Well, perhaps since you manage to ignore even the bit that you quoted where i acknowledge that it makes a game more difficult. That many games rely on their (lack of or broken) save systems for their difficulty is something i mentioned from the beginning of this thread.
These two statements contradict each other. Can you not see that?
The second clarifies and expands on the first statement - after the part you quoted i wrote "
even in the case of player skill based games, the game should introduce something different and more challenging for the player to overcome instead of using the repetition introduced by a limited (intentionally broken) save system".
I mean think about it logically, this was even in the context of using a platformer as an example, would it even make sense to imply that after you -e.g.- show to the game that you can jump there wont be any more jumping
on a platformer? Because your interpretation seems to be something like that, however that interpretation makes no sense at all, so why are you sticking to it instead of trying to understand what i meant (the full thing i wrote, not just the bit you quoted) especially when i write a clarification about it?
In the case of the platformer i was referring to things like a gap in the level. After jumping that gap having the level ask you avoid the
same gap is pointless repetition - the player already demonstrated their ability to jump that specific gap. Instead it should use something different (in the confines of what the game is all about,
obviously - so a platformer will still use obstacles that you'd expect from a platformer to have), like a different gap, a trap, a combination of a gap and a trap, a jump that requires some initial running, a gap that relies on some lever and a mechanism to close or whatever. Many games, very often including platformers, have limited "vocabularies" in their design but that doesn't mean they have to repeat the same words or "phrases" over and over (a gap followed by a trap, followed by a gap, followed by a trap, followed by a gap, followed by a trap is still repetitive).
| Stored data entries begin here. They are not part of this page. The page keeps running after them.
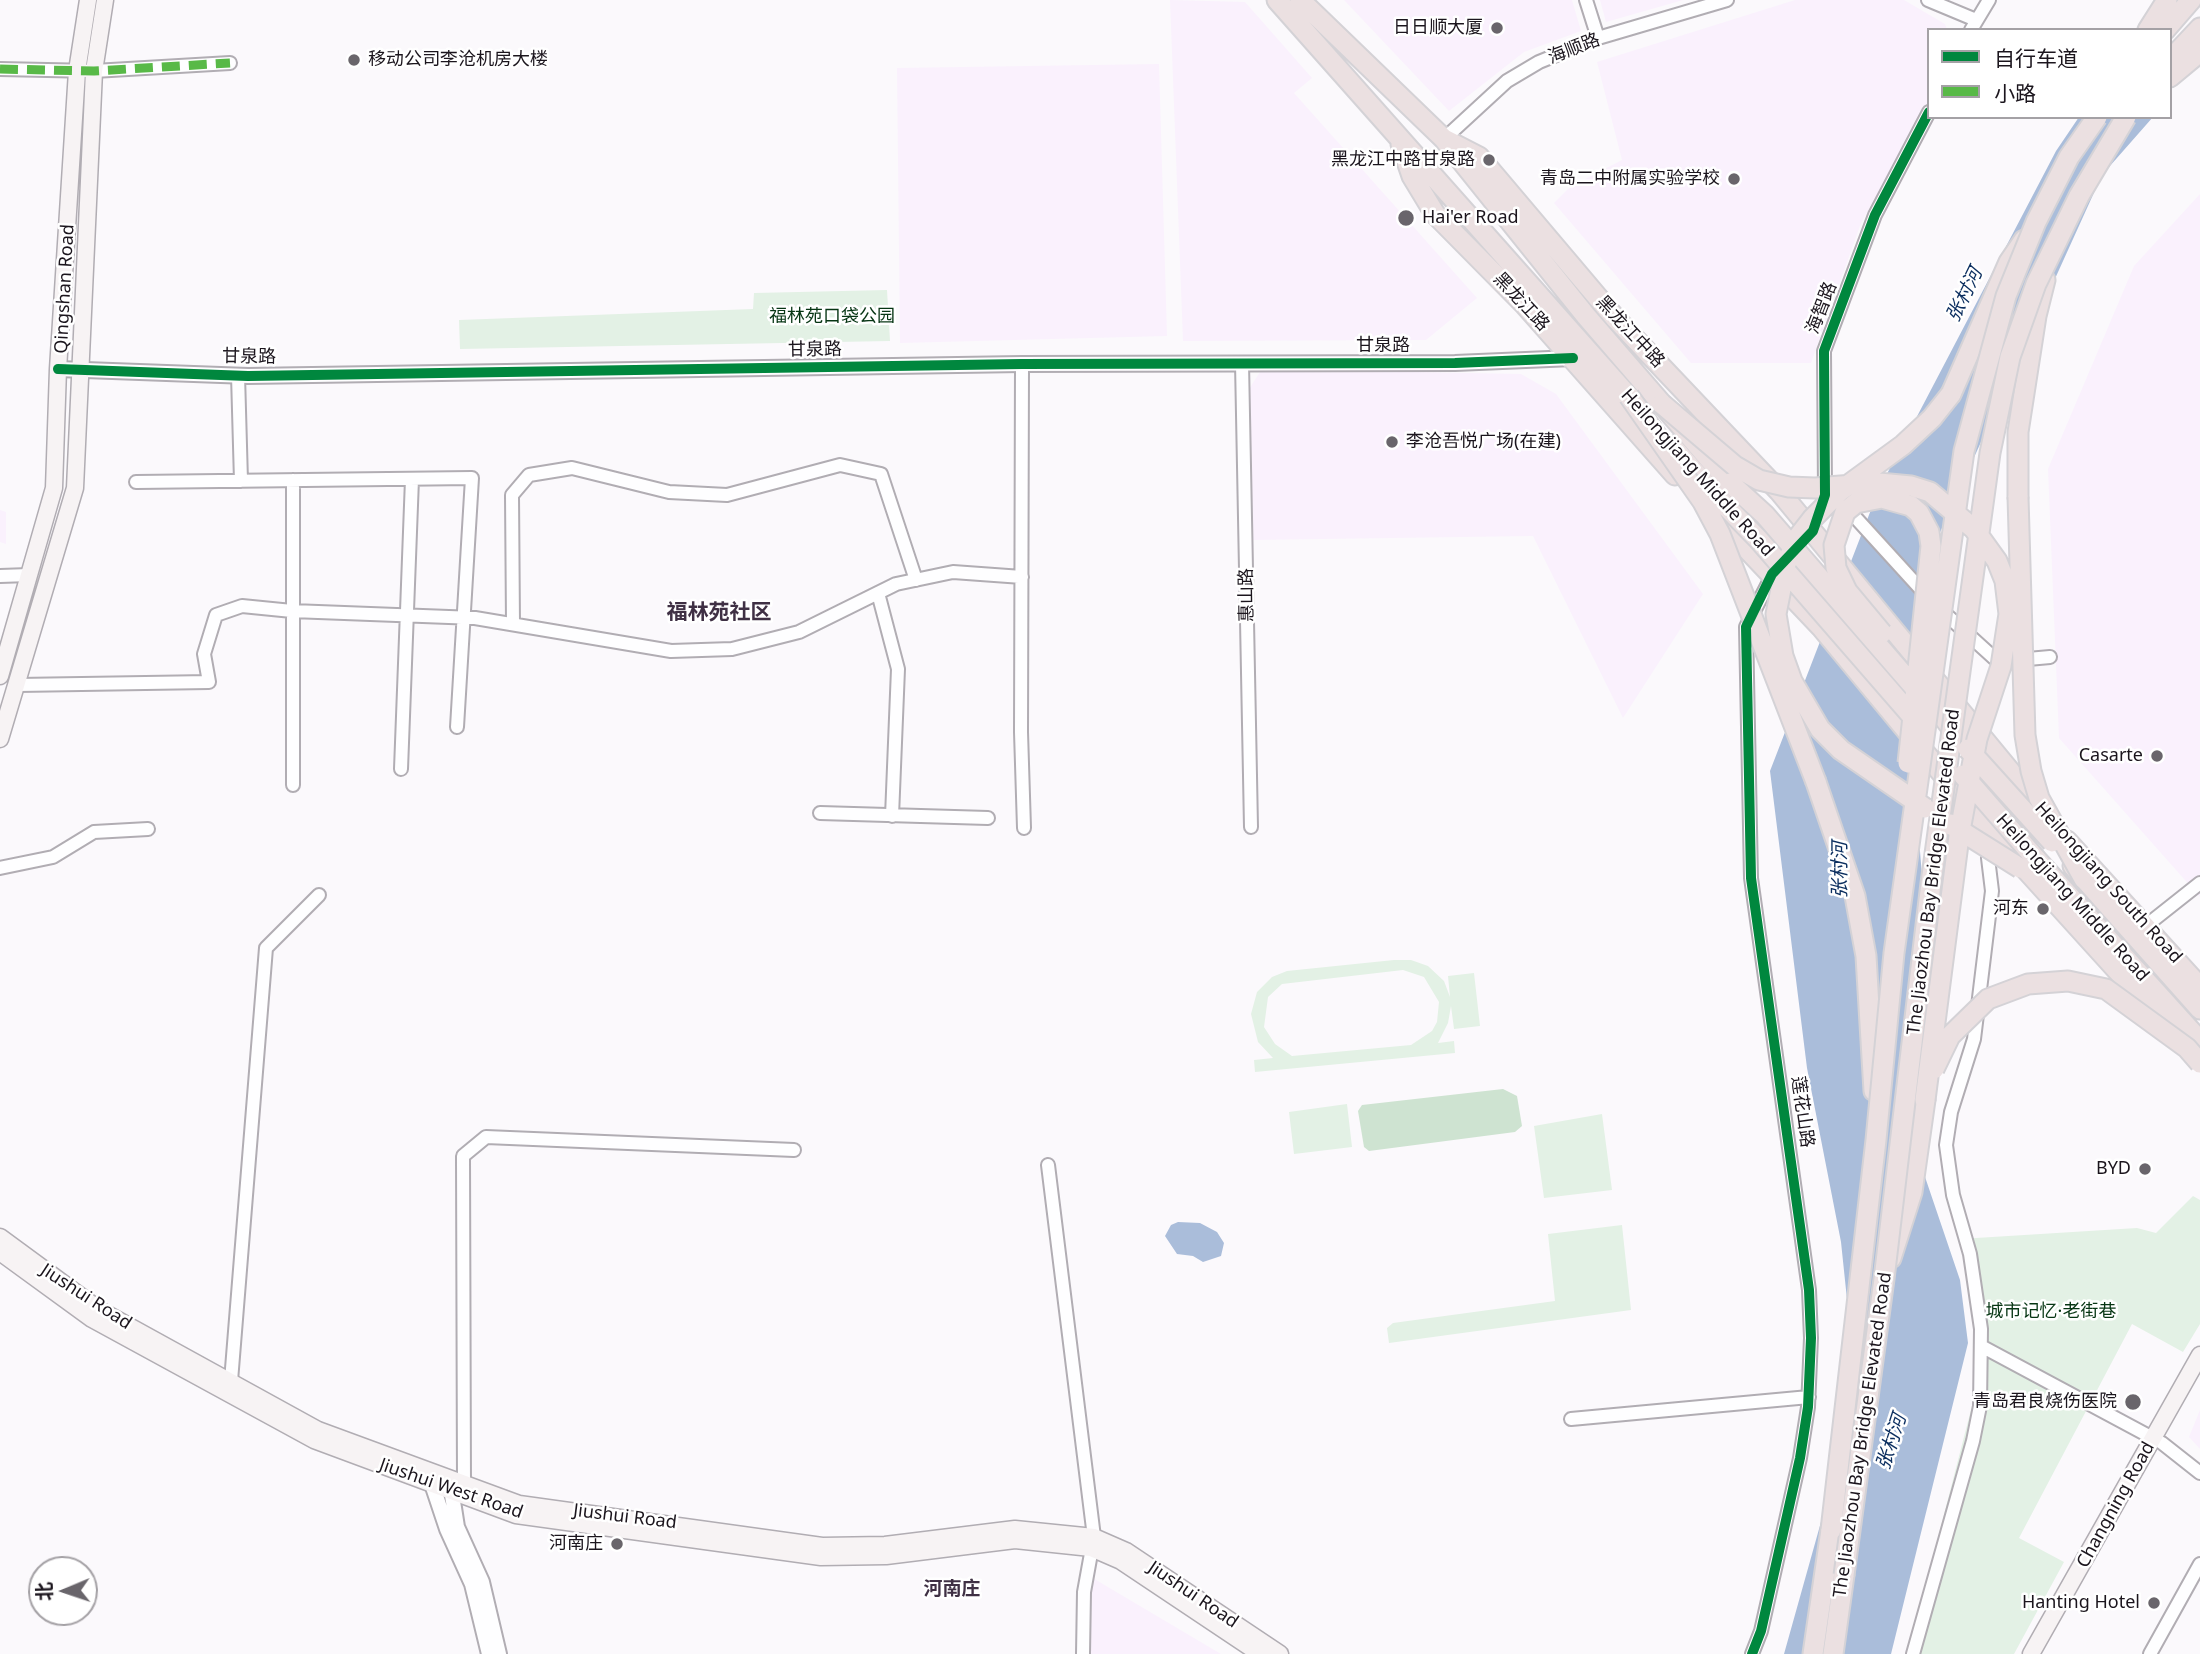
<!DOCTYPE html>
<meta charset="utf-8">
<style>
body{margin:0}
#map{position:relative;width:2200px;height:1654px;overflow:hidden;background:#fbf9fc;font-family:"Noto Sans","Noto Sans SC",sans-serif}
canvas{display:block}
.legend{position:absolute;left:1927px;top:28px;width:245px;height:91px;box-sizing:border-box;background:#fff;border:2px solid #a4a1a5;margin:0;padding:9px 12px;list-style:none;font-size:21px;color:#1b151d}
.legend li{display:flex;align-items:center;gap:14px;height:35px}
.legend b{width:35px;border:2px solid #a4a1a5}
.north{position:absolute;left:28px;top:1556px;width:70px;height:70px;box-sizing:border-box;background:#fff;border:2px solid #a4a1a5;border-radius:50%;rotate:268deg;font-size:19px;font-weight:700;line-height:28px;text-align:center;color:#1b151d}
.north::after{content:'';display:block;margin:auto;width:24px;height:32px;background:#69656b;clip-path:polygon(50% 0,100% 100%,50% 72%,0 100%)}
</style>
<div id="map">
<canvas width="2200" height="1654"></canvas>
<ul class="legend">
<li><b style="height:9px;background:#00873e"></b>自行车道</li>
<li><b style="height:9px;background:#58b947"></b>小路</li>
</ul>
<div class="north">北</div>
</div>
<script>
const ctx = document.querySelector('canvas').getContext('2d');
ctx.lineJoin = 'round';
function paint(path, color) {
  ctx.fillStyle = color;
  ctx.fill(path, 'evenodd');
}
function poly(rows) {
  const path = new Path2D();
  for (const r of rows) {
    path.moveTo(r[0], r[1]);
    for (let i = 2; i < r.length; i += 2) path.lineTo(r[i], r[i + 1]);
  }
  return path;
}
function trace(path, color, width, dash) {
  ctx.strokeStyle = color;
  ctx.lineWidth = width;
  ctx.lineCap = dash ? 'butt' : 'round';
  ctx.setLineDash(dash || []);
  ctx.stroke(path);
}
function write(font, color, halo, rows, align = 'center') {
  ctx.font = font + ' "Noto Sans","Noto Sans SC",sans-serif';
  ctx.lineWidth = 5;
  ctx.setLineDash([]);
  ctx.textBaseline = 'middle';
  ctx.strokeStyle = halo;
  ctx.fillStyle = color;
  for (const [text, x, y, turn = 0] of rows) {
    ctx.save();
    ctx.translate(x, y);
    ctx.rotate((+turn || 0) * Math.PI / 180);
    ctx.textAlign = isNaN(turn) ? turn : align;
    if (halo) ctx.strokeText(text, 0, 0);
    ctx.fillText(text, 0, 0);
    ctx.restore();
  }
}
const built = poly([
 [1170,0,1245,2,1312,78,1294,93,1477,298,1426,340,1183,341],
 [1344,0,1572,0,1581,31,1524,52,1449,111],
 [1600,0,1683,0,1606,22],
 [1795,0,1904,0,1945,24,1947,30,1929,30,1929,102,1861,223,1811,363,1691,363,1554,203,1570,187,1622,160,1597,62],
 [1159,64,1167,336,900,343,897,68],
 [2200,194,2200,897,2059,738,2048,469,2134,266],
 [1262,369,1521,374,1556,394,1703,594,1623,718,1533,536,1252,540,1249,389],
 [0,510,6,512,6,544,0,542],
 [2200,1410,2200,1449,2189,1437],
 [1091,1577,1221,1654,1090,1654]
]);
const green = poly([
 [887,290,890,341,460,349,459,320,753,309,754,293],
 [1394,960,1411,960,1428,966,1444,981,1450,997,1448,976,1474,973,1480,1026,1454,1029,1451,1006,1448,1023,1438,1043,1454,1041,1455,1053,1255,1072,1254,1060,1273,1058,1258,1042,1251,1014,1257,992,1272,977,1287,971],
 [1403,970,1424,977,1439,1002,1437,1022,1432,1031,1411,1045,1292,1056,1275,1044,1264,1027,1268,997,1282,984],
 [1347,1104,1352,1147,1294,1154,1289,1112],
 [1602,1114,1612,1190,1544,1198,1534,1126],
 [2193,1196,2200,1200,2200,1324,2183,1352,2132,1324,2019,1538,2064,1562,2014,1654,1908,1654,1973,1402,1977,1344,1960,1239,2137,1228,2156,1233],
 [1622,1225,1631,1310,1389,1343,1387,1328,1393,1323,1555,1301,1548,1234]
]);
const forest = poly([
 [1503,1089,1517,1096,1522,1126,1515,1132,1369,1151,1364,1147,1358,1111,1362,1105]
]);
const water = poly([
 [2079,117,2153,117,2102,175,1928,559,1913,763,1938,1078,1923,1171,1960,1280,1968,1343,1891,1654,1784,1654,1849,1422,1855,1376,1841,1242,1807,1068,1770,771,1879,489,2056,151],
 [1178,1222,1200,1223,1217,1232,1224,1243,1221,1256,1203,1262,1193,1256,1177,1254,1165,1236,1171,1225]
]);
const minor = poly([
 [1586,0,1598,38],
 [1928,0,1976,20],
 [1971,30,1989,0],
 [0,69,94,71,230,63],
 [1444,139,1507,81,1539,62,1598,38,1727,0],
 [1242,363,1251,827],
 [1022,364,1021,732,1024,828],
 [238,375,241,481],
 [136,482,472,478,457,727],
 [1825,492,1824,351,1875,215,1929,112],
 [1845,506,1927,596],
 [0,576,29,575],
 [878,593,898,669,892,816],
 [1940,609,1994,658,2006,661,2050,657],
 [513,624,512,495,529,475,572,468,669,492,727,495,840,465,881,474,916,580],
 [18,685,209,682,204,654,216,615,242,606,292,611,475,618,671,651,732,649,799,632,896,584,953,572,1022,577],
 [401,769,412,479],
 [293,785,293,480],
 [820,813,988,818],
 [0,868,53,857,94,832,148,829],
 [2147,925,2200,883],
 [1048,1165,1094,1537,1084,1592,1083,1654],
 [1981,1346,2162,1443,2200,1473],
 [231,1381,266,948,319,895],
 [1571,1419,1809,1397],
 [464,1484,463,1156,486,1137,794,1150],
 [1752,1654,1761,1631,1800,1458,1808,1407,1811,1338,1809,1290,1751,878,1746,627,1775,570],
 [1913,1654,1973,1441,1980,1406,1981,1329,1970,1254,1953,1195,1946,1145,1951,1112,1974,1039,1992,891,1988,858,1994,846],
 [2150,1654,2200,1564]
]);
const tertiary = poly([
 [58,369,248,376,1022,364,1455,363,1573,358],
 [435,1478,432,1484,447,1529,472,1584,489,1654],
 [450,1482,457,1527,482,1582,499,1654]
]);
const secondary = poly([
 [0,676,54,488,58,369,77,71,88,0],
 [0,739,75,488,94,71,105,0],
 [0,1237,98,1309,318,1430,519,1504,822,1546,885,1545,1015,1529,1094,1537,1126,1551,1280,1654],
 [0,1252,92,1319,314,1440,516,1515,821,1557,886,1556,1015,1540,1091,1548,1121,1561,1260,1654],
 [2031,1654,2200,1355]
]);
const trunk = poly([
 [1277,0,1638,407],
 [1300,0,1444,139,1586,316,1730,483],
 [2148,30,2167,0],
 [2165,30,2191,0],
 [2170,60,2200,28],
 [2170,77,2200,52],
 [1444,139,1479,157,1616,319,1779,491,2042,810],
 [1401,144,1412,176,1435,214,1524,304,1675,475],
 [1951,394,2009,262,2024,240],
 [1672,446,1716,496],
 [2018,497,2018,432,2036,316,2045,280],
 [1711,511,1821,627,1973,811,2174,1033],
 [1922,688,1961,741],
 [1816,782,1855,896,1866,956,1874,1091],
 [2067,841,2200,987],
 [2036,859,2200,1041],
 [2073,866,2200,1009],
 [1891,1258,1912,1192,1925,1100],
 [1813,1654,1831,1530],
 [1833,1654,1844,1575]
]);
const trunkBridge = poly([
 [1629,396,1703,502,1720,534,1816,782],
 [1662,404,1735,466,1759,480,1789,487,1815,488,1879,483,1911,486,1930,492,1974,529,1997,561,2005,581,2009,614,2001,666,1977,739,1959,836,1925,1100],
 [1730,483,1765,515,1921,695],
 [1716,496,1758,539,1918,723],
 [2018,497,2025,735,2031,771,2039,798,2084,879],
 [1882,633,1847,591,1836,568,1834,545,1845,512,1856,503,1882,498,1911,506,1919,513,1929,532,1931,546,1908,763],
 [1968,749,2052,842],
 [1963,775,2036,859],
 [1925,808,1841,750,1820,729,1792,681,1783,656,1776,614,1786,564,1798,537,1812,519,1840,491,1903,445,1932,418,1951,394],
 [1950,824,2020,868],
 [1934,1069,1950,1036,1988,999,2028,984,2068,981,2106,989,2187,1048,2200,1063],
 [1831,1530,1876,1140,1894,953,1964,451,2006,296,2036,222,2069,157,2097,117],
 [1844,1575,1884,1279,1931,883,1990,453,2010,357,2036,284,2079,196,2126,117]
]);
const quiet = poly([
 [0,69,94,71,230,63]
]);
const cycleway = poly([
 [58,369,248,376,1022,364,1455,363,1573,358],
 [1752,1654,1761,1631,1800,1458,1808,1407,1811,1338,1809,1290,1751,878,1746,627,1772,574,1813,531,1825,495,1824,351,1875,215,1929,112]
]);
const markers = [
 [1497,28,7,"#69656b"],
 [354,60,7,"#69656b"],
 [1489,160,7,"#69656b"],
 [1734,179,7,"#69656b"],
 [1406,218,9,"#69656b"],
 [1392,442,7,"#69656b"],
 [2157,756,7,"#69656b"],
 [2043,909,7,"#69656b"],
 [2145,1169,7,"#69656b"],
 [2133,1402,9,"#69656b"],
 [617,1544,7,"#69656b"],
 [2154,1603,7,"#69656b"]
];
const poiNames = [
 ["日日顺大厦",1483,28],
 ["移动公司李沧机房大楼",368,60,"left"],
 ["黑龙江中路甘泉路",1475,160],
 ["青岛二中附属实验学校",1720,179],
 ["Hai'er Road",1422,218,"left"],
 ["李沧吾悦广场(在建)",1406,442,"left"],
 ["Casarte",2143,756],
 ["河东",2029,909],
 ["BYD",2131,1169],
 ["青岛君良烧伤医院",2117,1402],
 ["河南庄",603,1544],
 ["Hanting Hotel",2140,1603]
];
const streetNames = [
 ["海顺路",1574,49,-21],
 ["Qingshan Road",65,289,-87],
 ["黑龙江路",1521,302,47],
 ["海智路",1822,308,-69],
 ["黑龙江中路",1630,332,47],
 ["甘泉路",1383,346],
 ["甘泉路",815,350,-1],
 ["甘泉路",249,357,1],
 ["Heilongjiang Middle Road",1697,473,48],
 ["惠山路",1247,595,-91],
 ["The Jiaozhou Bay Bridge Elevated Road",1934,872,-83],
 ["Heilongjiang South Road",2108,883,48],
 ["Heilongjiang Middle Road",2072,898,48],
 ["莲花山路",1802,1112,82],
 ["Jiushui Road",86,1297,33],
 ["The Jiaozhou Bay Bridge Elevated Road",1863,1435,-82],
 ["Jiushui West Road",451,1489,19],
 ["Changning Road",2116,1505,-61],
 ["Jiushui Road",625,1517,7],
 ["Jiushui Road",1193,1595,34]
];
const parkNames = [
 ["福林苑口袋公园",832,317],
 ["城市记忆·老街巷",2051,1312]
];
const waterNames = [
 ["张村河",1965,295,-64],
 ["张村河",1841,870,-90],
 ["张村河",1892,1442,-72]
];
const neighbourhoodNames = [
 ["河南庄",952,1590]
];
const quarterNames = [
 ["福林苑社区",719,613]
];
paint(built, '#faf1fd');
paint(green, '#e3f1e5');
paint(forest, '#cee3d1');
paint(water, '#aabdda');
trace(minor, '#b1adb3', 16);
trace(tertiary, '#b1adb3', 18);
trace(secondary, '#b1adb3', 19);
trace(trunk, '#d4d2d6', 23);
trace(minor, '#fefeff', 12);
trace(tertiary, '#fefeff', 14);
trace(secondary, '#f7f3f4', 16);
trace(trunk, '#ebe0e1', 19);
trace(trunkBridge, '#d4d2d6', 23, []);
trace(trunkBridge, '#ebe0e1', 19);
trace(quiet, '#58b947', 9, [18, 9]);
trace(cycleway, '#00873e', 10);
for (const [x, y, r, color] of markers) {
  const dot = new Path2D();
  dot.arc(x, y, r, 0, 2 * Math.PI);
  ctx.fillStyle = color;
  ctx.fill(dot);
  trace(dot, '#fff', 2.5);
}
write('18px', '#1b151d', '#fff', poiNames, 'right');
write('18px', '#1b151d', '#fff', streetNames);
write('18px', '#063513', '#fff', parkNames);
write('italic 19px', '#0b2e5f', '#fff', waterNames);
write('bold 19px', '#3f3044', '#fff', neighbourhoodNames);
write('bold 21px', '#3f3044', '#fff', quarterNames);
</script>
Whether it's content repeated due to checkpoints or content that simply recurs at multiple points in the game, it's still repetition.
Content that is repeated due to checkpoints is not the same as content that recurs at multiple points in the game which itself is not the same as content that is placed on a row multiple times one after another - note that i compared the first with the third, not the first with the second.
If nothing else (and not to be confused as my main point, just another thing that shows how these two are different) you can't criticize a game for being repetitive because you had to repeat a checkpoint 10 times, but you can criticize a game for being repetitive for placing the same encounter 10 times in a row.
You absolutely can and people often do.
And they are wrong because one (placing the same encounter 10 times) relies on the game's design itself and is an explicit choice some designer made whereas the other may vary between players (some might not even need to repeat a checkpoint or only do one or two repetitions, others may repeat it 20 times or abandon the game at that point). The first is something that pretty much every player will experience so it makes sense to criticize it as something you can point to and explain, the other will be a different experience for every player.
Wtf am I reading. Even normie RPGs usually don't allow saving in the middle of combat, let alone a boss fight. What is even the point of playing a game if you can use saves to immediately circumvent all of your failures?
Read all the previous posts i made in this thread, it should all be explained there. If you have questions and find something not clear, i can -try to- clarify.